There are now 53 startups on our list of music NFT platforms. Our first reaction is that this number might be… too much. Then again, this is the fragmentary impact of decentralization playing out at its most extreme.
Music NFT drops
Sales of new music NFTs have been relatively slow this week. But some preliminary announcements of music NFT campaigns caught our eye in terms of their potential implications for long-term marketing strategy:
Proof-of-attendance protocols (POAPs) at music festivals and other live events. Last month, we wrote for NFT Now about the opportunity to use NFTs to bridge the gap between in-person concerts and virtual worlds.

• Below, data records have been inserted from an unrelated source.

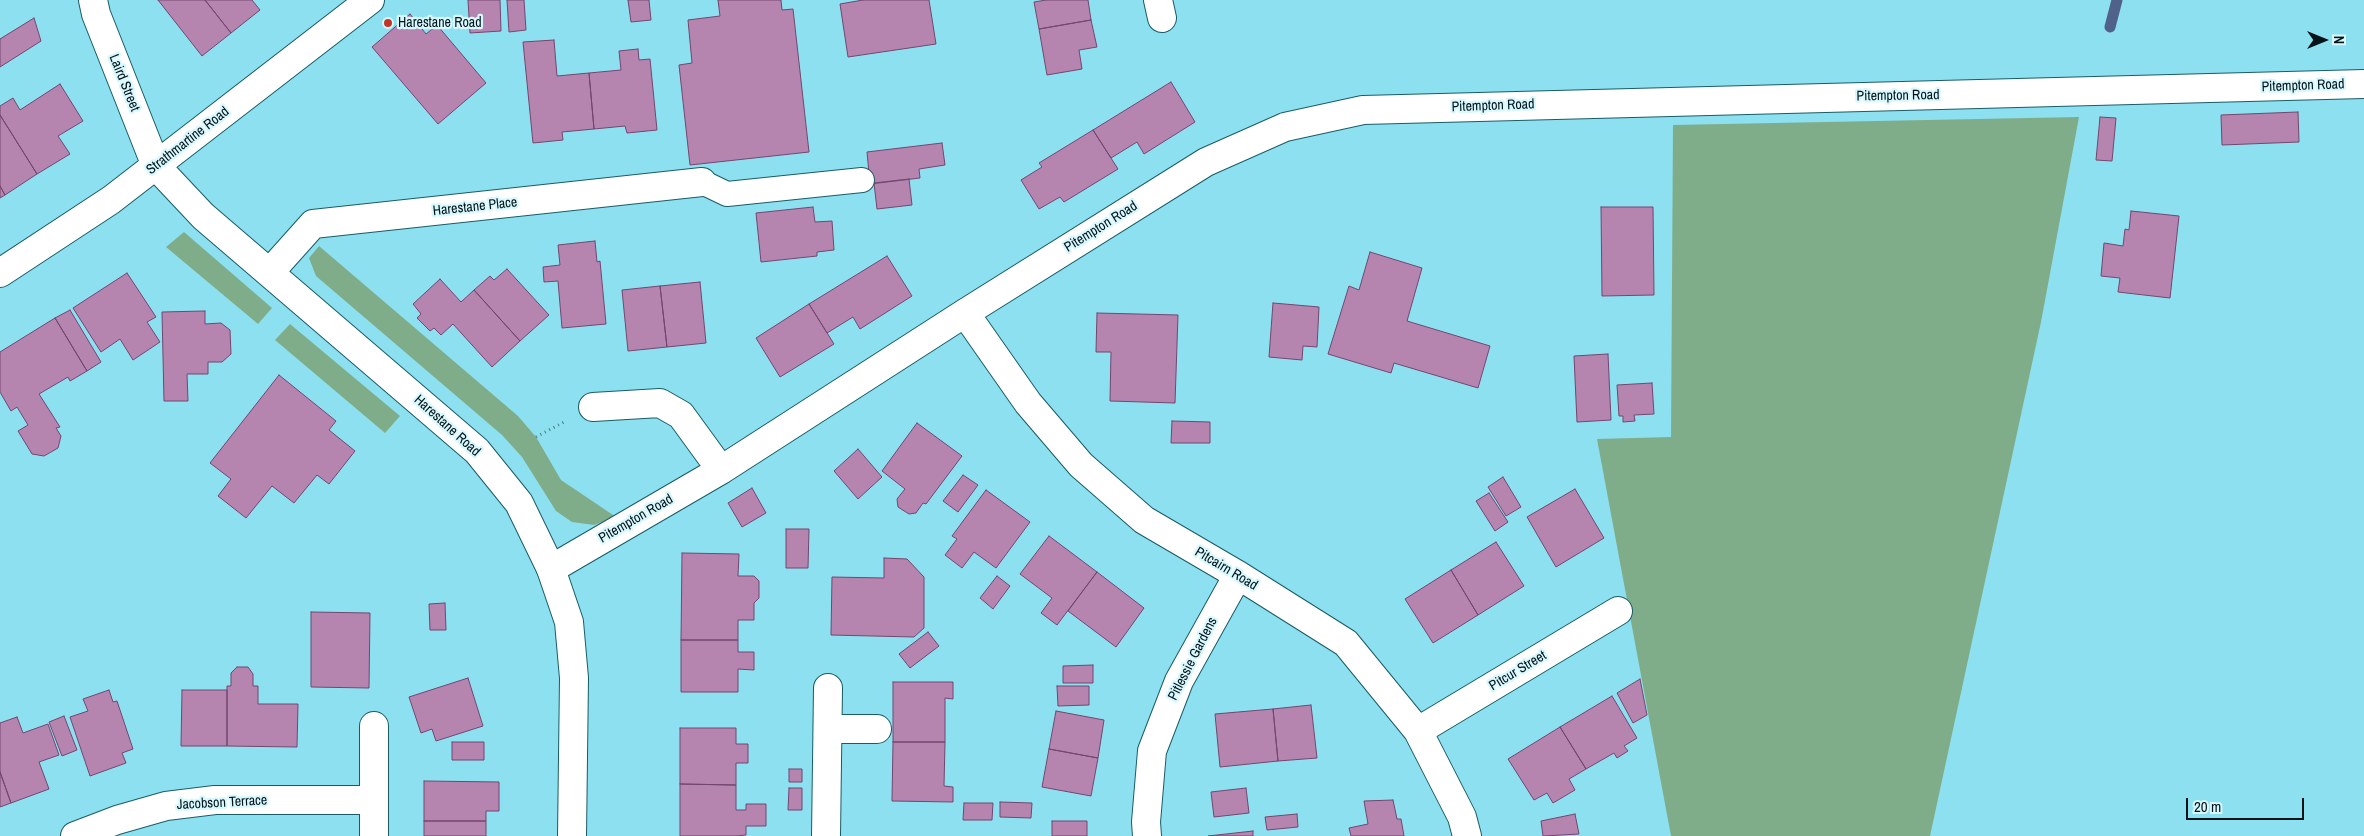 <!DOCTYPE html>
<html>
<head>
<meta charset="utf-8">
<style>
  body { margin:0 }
  #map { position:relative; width:2364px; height:836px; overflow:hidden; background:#8de0ef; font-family:"Archivo Narrow",sans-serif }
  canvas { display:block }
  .north { position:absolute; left:2299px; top:15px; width:50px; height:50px; -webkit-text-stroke:4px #d9f8fe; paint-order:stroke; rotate:90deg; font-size:14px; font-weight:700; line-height:20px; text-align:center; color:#001318 }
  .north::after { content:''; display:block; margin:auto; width:18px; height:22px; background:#001318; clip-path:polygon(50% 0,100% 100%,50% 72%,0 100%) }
  .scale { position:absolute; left:2186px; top:798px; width:118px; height:22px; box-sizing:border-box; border:2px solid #001318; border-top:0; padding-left:6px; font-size:15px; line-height:18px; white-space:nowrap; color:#001318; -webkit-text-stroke:4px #d9f8fe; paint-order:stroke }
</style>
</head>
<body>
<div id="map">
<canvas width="2364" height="836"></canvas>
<div class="north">N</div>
<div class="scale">20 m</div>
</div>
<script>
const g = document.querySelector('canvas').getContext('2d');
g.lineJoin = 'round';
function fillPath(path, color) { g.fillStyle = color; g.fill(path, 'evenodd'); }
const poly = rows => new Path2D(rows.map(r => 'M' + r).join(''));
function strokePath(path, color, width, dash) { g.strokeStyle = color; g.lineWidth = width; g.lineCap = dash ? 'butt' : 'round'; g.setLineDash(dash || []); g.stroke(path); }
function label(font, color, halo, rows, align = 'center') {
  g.font = font + ' "Archivo Narrow",sans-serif'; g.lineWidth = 4.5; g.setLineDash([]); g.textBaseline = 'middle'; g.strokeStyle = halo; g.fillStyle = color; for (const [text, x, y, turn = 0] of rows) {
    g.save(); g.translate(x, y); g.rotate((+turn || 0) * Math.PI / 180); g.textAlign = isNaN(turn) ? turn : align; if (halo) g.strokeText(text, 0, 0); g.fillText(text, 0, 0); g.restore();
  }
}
fillPath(poly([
  [2079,117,2041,322,1930,836,1671,836,1597,439,1671,437,1673,125],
  [184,232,272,308,258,324,166,247],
  [319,246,518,416,536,437,561,480,616,517,594,525,572,522,556,511,522,457,502,435,316,276,309,258],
  [290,324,400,416,385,433,275,340]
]), '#80ad89');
strokePath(poly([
  [2110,27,2117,0]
]), '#506289', 11);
const building = poly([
  [158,0,205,0,231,33,202,56,158,0],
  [205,0,252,0,260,10,231,33,205,0],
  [468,0,500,0,501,31,470,33,468,0],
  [507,0,524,0,526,30,509,32,507,0],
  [628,0,649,0,651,20,631,22,628,0],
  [718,0,781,0,782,10,793,9,809,152,690,165,679,65,692,63,688,20,720,16,718,0],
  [863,0,929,0,936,44,848,57,840,4,863,0],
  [1046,0,1088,0,1091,20,1039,29,1034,2,1046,0],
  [410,14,426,34,437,25,486,83,438,124,372,47,410,14],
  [34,18,41,41,0,67,0,39,34,18],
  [1091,20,1097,47,1079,50,1082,69,1047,75,1039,29,1091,20],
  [554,40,557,76,589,73,594,129,562,132,563,140,533,143,523,42,554,40],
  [638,49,639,60,650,59,657,130,627,133,625,126,594,129,589,73,621,70,619,51,638,49],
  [1171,82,1195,122,1144,154,1137,142,1111,158,1093,130,1171,82],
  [60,84,83,121,58,136,70,154,37,174,0,115,0,106,13,98,20,110,60,84],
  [2298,112,2299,142,2222,145,2221,115,2298,112],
  [0,115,37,174,5,195,0,186,0,115],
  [2100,117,2116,118,2112,161,2096,160,2100,117],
  [1093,130,1118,169,1064,202,1060,197,1039,209,1021,180,1042,167,1039,163,1093,130],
  [942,143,945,165,919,169,920,178,870,184,867,152,942,143],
  [909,179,912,205,877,209,874,183,909,179],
  [0,186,5,195,0,198,0,186],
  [813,207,815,222,832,221,834,250,817,252,817,256,761,262,756,213,813,207],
  [1601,207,1653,207,1654,295,1602,296,1601,207],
  [2131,211,2179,216,2170,298,2118,292,2120,278,2101,276,2104,243,2123,246,2125,229,2129,230,2131,211],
  [595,241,597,262,600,261,606,324,562,328,558,281,544,282,543,267,560,265,558,245,595,241],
  [1370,252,1422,268,1407,321,1490,346,1478,388,1394,363,1391,373,1328,354,1349,286,1359,290,1370,252],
  [887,256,912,296,860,329,853,317,827,333,809,304,887,256],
  [507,269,549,315,520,341,474,290,490,276,494,280,507,269],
  [127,273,156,317,147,322,160,342,133,360,120,339,101,352,73,308,127,273],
  [440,279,461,302,474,290,520,341,492,367,453,324,441,335,434,328,430,331,417,318,421,314,413,304,440,279],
  [700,282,706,343,667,347,660,286,700,282],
  [660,286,667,347,628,351,622,290,660,286],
  [1273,303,1319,307,1317,347,1303,346,1302,360,1269,357,1273,303],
  [809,304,834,344,780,377,756,338,809,304],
  [70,310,101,362,87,371,55,318,70,310],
  [205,311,205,324,221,323,230,330,231,354,222,362,208,362,208,374,187,374,188,401,164,401,162,312,205,311],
  [1097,313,1178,315,1175,403,1110,401,1111,352,1096,352,1097,313],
  [55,318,87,371,70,381,68,377,39,394,60,427,56,428,61,436,58,448,44,456,32,454,18,431,28,425,17,407,11,411,0,392,0,352,55,318],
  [1608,354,1611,420,1577,422,1574,356,1608,354],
  [279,375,336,421,329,430,355,451,329,484,317,475,294,503,272,486,246,518,218,496,231,479,210,463,279,375],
  [1652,383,1654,414,1634,415,1635,421,1623,422,1623,416,1619,416,1617,385,1652,383],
  [1172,421,1210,422,1210,443,1171,443,1172,421],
  [917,423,962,456,926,504,923,503,916,513,909,514,898,507,897,499,905,489,882,471,917,423],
  [858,449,882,477,858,499,834,471,858,449],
  [963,475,978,485,958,512,943,501,963,475],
  [1503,477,1521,507,1506,516,1488,487,1503,477],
  [752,488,766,513,742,527,728,503,752,488],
  [1575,489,1604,538,1556,567,1527,517,1575,489],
  [986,490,1030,522,996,568,974,552,962,568,945,555,957,539,952,536,986,490],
  [1489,493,1508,522,1495,531,1476,501,1489,493],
  [786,529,809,529,808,568,786,568,786,529],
  [1049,536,1097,572,1057,625,1041,613,1052,598,1020,574,1049,536],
  [1496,542,1524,586,1478,615,1451,570,1496,542],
  [682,553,739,554,738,576,754,576,759,581,759,598,754,603,754,620,738,620,738,640,681,640,682,553],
  [884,558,907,559,924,577,924,628,914,637,831,635,832,577,884,578,884,558],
  [1451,570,1478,615,1433,643,1405,599,1451,570],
  [1097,572,1144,608,1116,647,1068,611,1097,572],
  [997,576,1010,586,993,609,980,598,997,576],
  [445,603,446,630,430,630,429,604,445,603],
  [311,612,370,613,369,688,311,687,311,612],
  [928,632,939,646,910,668,899,654,928,632],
  [681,640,738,640,738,652,754,652,754,670,738,669,738,692,681,692,681,640],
  [1093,665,1093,683,1063,683,1063,666,1093,665],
  [237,667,248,667,253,674,253,686,258,686,258,704,298,704,297,747,227,746,227,686,231,686,231,673,237,667],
  [468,678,483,726,436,741,432,729,421,733,409,697,468,678],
  [1640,679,1647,715,1633,723,1617,693,1640,679],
  [893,682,953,682,953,699,945,698,945,742,893,742,893,682],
  [1057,686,1089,686,1089,705,1058,706,1057,686],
  [109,690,113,702,117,701,133,749,122,753,126,763,90,776,70,717,88,711,83,699,109,690],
  [182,690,227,690,227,746,181,746,182,690],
  [1612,696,1637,738,1624,746,1628,751,1617,758,1614,753,1586,769,1560,727,1612,696],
  [1311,705,1317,758,1278,761,1273,709,1311,705],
  [1273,709,1278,761,1220,767,1215,714,1273,709],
  [1056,711,1104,720,1098,758,1049,749,1056,711],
  [64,716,77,750,62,756,49,722,64,716],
  [17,717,23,733,48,724,59,755,39,762,49,789,11,803,0,772,0,723,17,717],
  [1560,727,1586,769,1569,779,1575,790,1553,803,1547,793,1534,800,1508,759,1560,727],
  [680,728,736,728,736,744,748,744,748,763,736,763,736,785,680,784,680,728],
  [452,742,484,742,484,760,452,760,452,742],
  [893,742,945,742,944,786,953,787,953,802,892,801,893,742],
  [1049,749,1098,758,1091,796,1042,787,1049,749],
  [789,769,802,769,802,782,789,782,789,769],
  [0,772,11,803,0,807,0,772],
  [424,781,499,782,499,811,486,811,486,821,424,821,424,781],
  [680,784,736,785,736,810,746,810,746,804,766,804,766,826,746,826,746,835,736,836,680,836,680,784],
  [789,788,802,788,802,810,788,810,789,788],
  [1246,788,1249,813,1214,817,1211,792,1246,788],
  [1393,800,1397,819,1401,819,1404,836,1351,836,1349,828,1368,824,1364,801,1393,800],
  [1000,802,1032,803,1031,818,1000,817,1000,802],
  [964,803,993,803,992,820,963,820,964,803],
  [1297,814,1298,827,1267,830,1265,817,1297,814],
  [1575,814,1579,834,1543,836,1541,821,1575,814],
  [424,821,486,821,486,836,424,836,424,821],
  [1052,821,1087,821,1087,836,1052,836,1052,821],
  [1253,831,1253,836,1208,836,1253,831]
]);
fillPath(building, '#b585b0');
strokePath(building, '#72466e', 1);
const service = poly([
  [702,182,727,194,862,180]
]);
const minor = poly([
  [1158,0,1162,18],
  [270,272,313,224,702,182],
  [965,313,1028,403,1081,465,1144,520,1238,575,1346,643,1418,731,1462,817,1467,836],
  [593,407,660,403,681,415,721,470],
  [551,569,721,470,965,313,1206,162,1285,127,1363,110,2364,84],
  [828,729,877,729],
  [1418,731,1618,611],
  [75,836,117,820,166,806,215,800,374,800],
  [374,836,374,726],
  [826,836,828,688],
  [1147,836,1146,822,1152,751,1179,681,1238,575]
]);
const tertiary = poly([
  [93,0,96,14,156,166,203,216,477,451,519,503,551,569,569,622,574,678,572,836],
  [0,273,111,200,370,0]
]);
strokePath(service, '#195c67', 26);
strokePath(minor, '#195c67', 30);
strokePath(tertiary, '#195c67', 30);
strokePath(poly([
  [536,437,564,422]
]), '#487c86', 3, [1, 4]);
strokePath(service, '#fff', 24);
strokePath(minor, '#fff', 28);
strokePath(tertiary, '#fff', 28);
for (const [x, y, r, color] of [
  [388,23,5,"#c33626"]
]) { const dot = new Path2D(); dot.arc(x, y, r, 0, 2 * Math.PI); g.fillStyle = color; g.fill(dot); strokePath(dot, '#d9f8fe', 2); }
label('14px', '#001318', '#d9f8fe', [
  ["Harestane Road",398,23]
], 'left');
label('14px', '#001318', '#d9f8fe', [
  ["Laird Street",124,83,68],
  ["Pitempton Road",2303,86,-2],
  ["Pitempton Road",1898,96,-1],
  ["Pitempton Road",1493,106,-2],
  ["Strathmartine Road",188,141,-38],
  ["Harestane Place",475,207,-6],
  ["Pitempton Road",1101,227,-32],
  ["Harestane Road",447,426,42],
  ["Pitempton Road",636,519,-30],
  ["Pitcairn Road",1226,569,31],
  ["Pitlessie Gardens",1193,659,-63],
  ["Pitcur Street",1518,671,-31],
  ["Jacobson Terrace",222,803,-3]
]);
</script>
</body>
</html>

We’ve seen a few examples of this concept in practice:
Coinbase not only dropped free NFTs to its users that granted access to their in-person VIP lounge at Governors Ball, but also minted festival highlights in real time that acted as de facto POAP tokens that attendees could purchase on the spot.
The Museum of the Moving Image in NYC held their opening reception this week for their new exhibition on TikTok memes, which featured TikTok’s first-ever NFT collection with the likes of Lil Nas X, Bella Poarch and FNMeka. Reception attendees all received a POAP token that they could redeem and transfer to their own wallets.
New models for music journalism. Canadian magazines NOW Magazine and Georgia Strait minted nine of their most recognizable covers as NFTs on Rarible, featuring artists like Drake, Grimes and Daniel Caesar.
On the one hand, NFTs and DAOs could present a genuine opportunity for rethinking business models around community-oriented music media, especially when it comes to giving more equity and upside in a publication’s growth to contributors including writers, editors, photographers, graphic designers, stylists and, yes, the music artists themselves.
On the other hand, these campaigns from NOW Magazine and Georgia Strait have not been transparent about how, if at all, sales from their cover NFTs will be split among the creative community that made those covers possible. As more brands get involved with NFTs, we can expect the crypto community to demand more transparency and accountability when it comes to clearly laying out these kinds of contracts and revenue splits on-chain.